[[ Data supplied open ]]

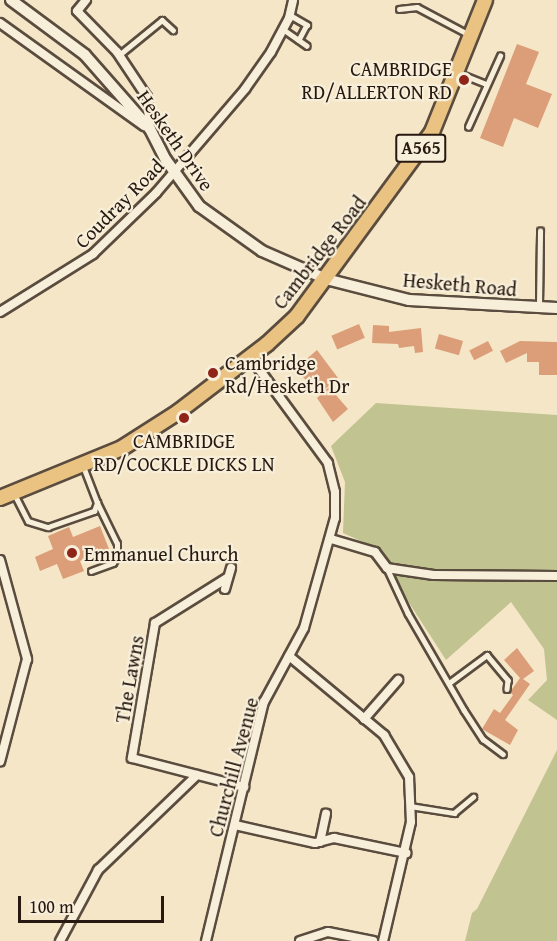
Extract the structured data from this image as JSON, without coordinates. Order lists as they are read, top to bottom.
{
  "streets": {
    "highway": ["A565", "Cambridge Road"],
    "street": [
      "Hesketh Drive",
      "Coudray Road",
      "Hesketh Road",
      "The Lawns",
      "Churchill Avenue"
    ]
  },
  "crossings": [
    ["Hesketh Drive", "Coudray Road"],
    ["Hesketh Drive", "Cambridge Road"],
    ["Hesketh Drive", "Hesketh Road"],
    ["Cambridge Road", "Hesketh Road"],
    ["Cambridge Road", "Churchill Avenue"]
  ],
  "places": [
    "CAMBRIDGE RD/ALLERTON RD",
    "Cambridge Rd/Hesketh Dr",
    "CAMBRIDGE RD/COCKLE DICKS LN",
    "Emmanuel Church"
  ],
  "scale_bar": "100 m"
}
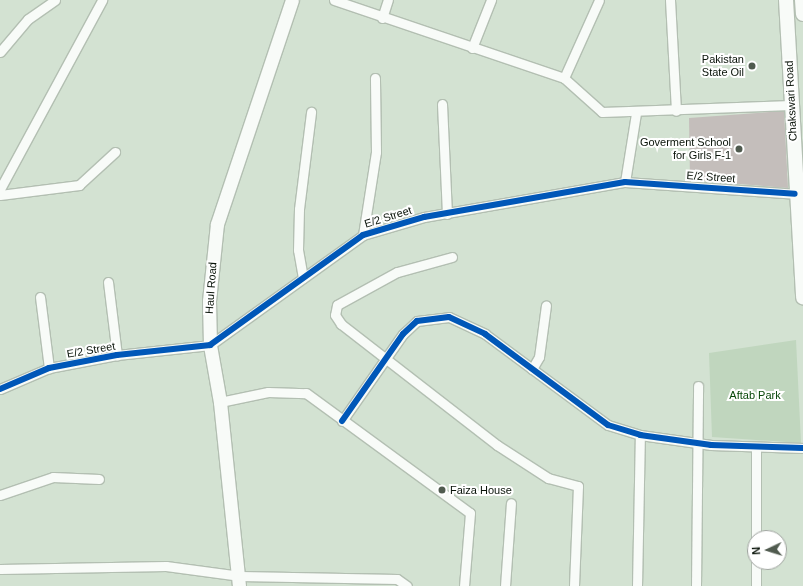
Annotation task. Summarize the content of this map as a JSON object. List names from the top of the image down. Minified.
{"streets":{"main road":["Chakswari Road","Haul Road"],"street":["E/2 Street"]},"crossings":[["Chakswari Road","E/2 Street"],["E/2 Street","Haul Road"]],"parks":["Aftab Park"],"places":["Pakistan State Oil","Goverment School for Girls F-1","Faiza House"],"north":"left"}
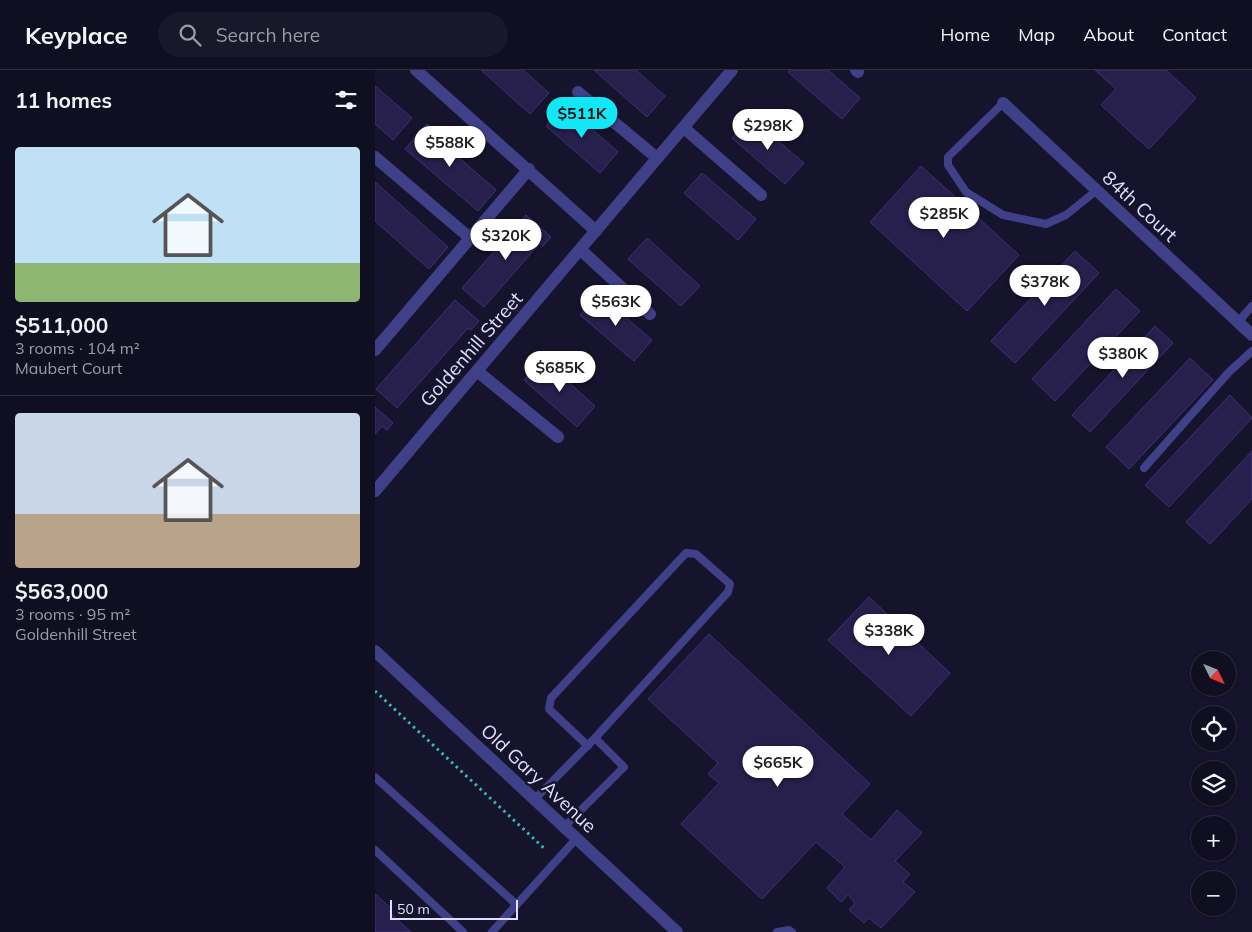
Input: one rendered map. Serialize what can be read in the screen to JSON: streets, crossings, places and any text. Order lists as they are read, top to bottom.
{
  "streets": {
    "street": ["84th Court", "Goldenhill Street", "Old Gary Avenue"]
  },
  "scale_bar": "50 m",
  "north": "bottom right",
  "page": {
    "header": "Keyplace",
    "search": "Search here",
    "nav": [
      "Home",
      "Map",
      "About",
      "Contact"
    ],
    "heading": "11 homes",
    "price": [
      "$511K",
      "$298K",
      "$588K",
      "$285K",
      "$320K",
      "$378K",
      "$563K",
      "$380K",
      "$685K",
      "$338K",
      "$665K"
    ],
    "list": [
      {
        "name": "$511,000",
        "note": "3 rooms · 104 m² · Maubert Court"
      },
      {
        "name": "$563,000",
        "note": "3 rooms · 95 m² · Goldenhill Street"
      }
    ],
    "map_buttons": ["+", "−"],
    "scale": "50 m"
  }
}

[[ Data supplied closed ]]

• _What to produce_: The answer must repeat every record exactly, with all pictures left out.

• _Answer to the exercise_:
Extract the structured data from this image as JSON, without coordinates. Order lists as they are read, top to bottom.
{
  "streets": {
    "highway": ["A565", "Cambridge Road"],
    "street": [
      "Hesketh Drive",
      "Coudray Road",
      "Hesketh Road",
      "The Lawns",
      "Churchill Avenue"
    ]
  },
  "crossings": [
    ["Hesketh Drive", "Coudray Road"],
    ["Hesketh Drive", "Cambridge Road"],
    ["Hesketh Drive", "Hesketh Road"],
    ["Cambridge Road", "Hesketh Road"],
    ["Cambridge Road", "Churchill Avenue"]
  ],
  "places": [
    "CAMBRIDGE RD/ALLERTON RD",
    "Cambridge Rd/Hesketh Dr",
    "CAMBRIDGE RD/COCKLE DICKS LN",
    "Emmanuel Church"
  ],
  "scale_bar": "100 m"
}
Annotation task. Summarize the content of this map as a JSON object. List names from the top of the image down. Minified.
{"streets":{"main road":["Chakswari Road","Haul Road"],"street":["E/2 Street"]},"crossings":[["Chakswari Road","E/2 Street"],["E/2 Street","Haul Road"]],"parks":["Aftab Park"],"places":["Pakistan State Oil","Goverment School for Girls F-1","Faiza House"],"north":"left"}
Input: one rendered map. Serialize what can be read in the screen to JSON: streets, crossings, places and any text. Order lists as they are read, top to bottom.
{
  "streets": {
    "street": ["84th Court", "Goldenhill Street", "Old Gary Avenue"]
  },
  "scale_bar": "50 m",
  "north": "bottom right",
  "page": {
    "header": "Keyplace",
    "search": "Search here",
    "nav": [
      "Home",
      "Map",
      "About",
      "Contact"
    ],
    "heading": "11 homes",
    "price": [
      "$511K",
      "$298K",
      "$588K",
      "$285K",
      "$320K",
      "$378K",
      "$563K",
      "$380K",
      "$685K",
      "$338K",
      "$665K"
    ],
    "list": [
      {
        "name": "$511,000",
        "note": "3 rooms · 104 m² · Maubert Court"
      },
      {
        "name": "$563,000",
        "note": "3 rooms · 95 m² · Goldenhill Street"
      }
    ],
    "map_buttons": ["+", "−"],
    "scale": "50 m"
  }
}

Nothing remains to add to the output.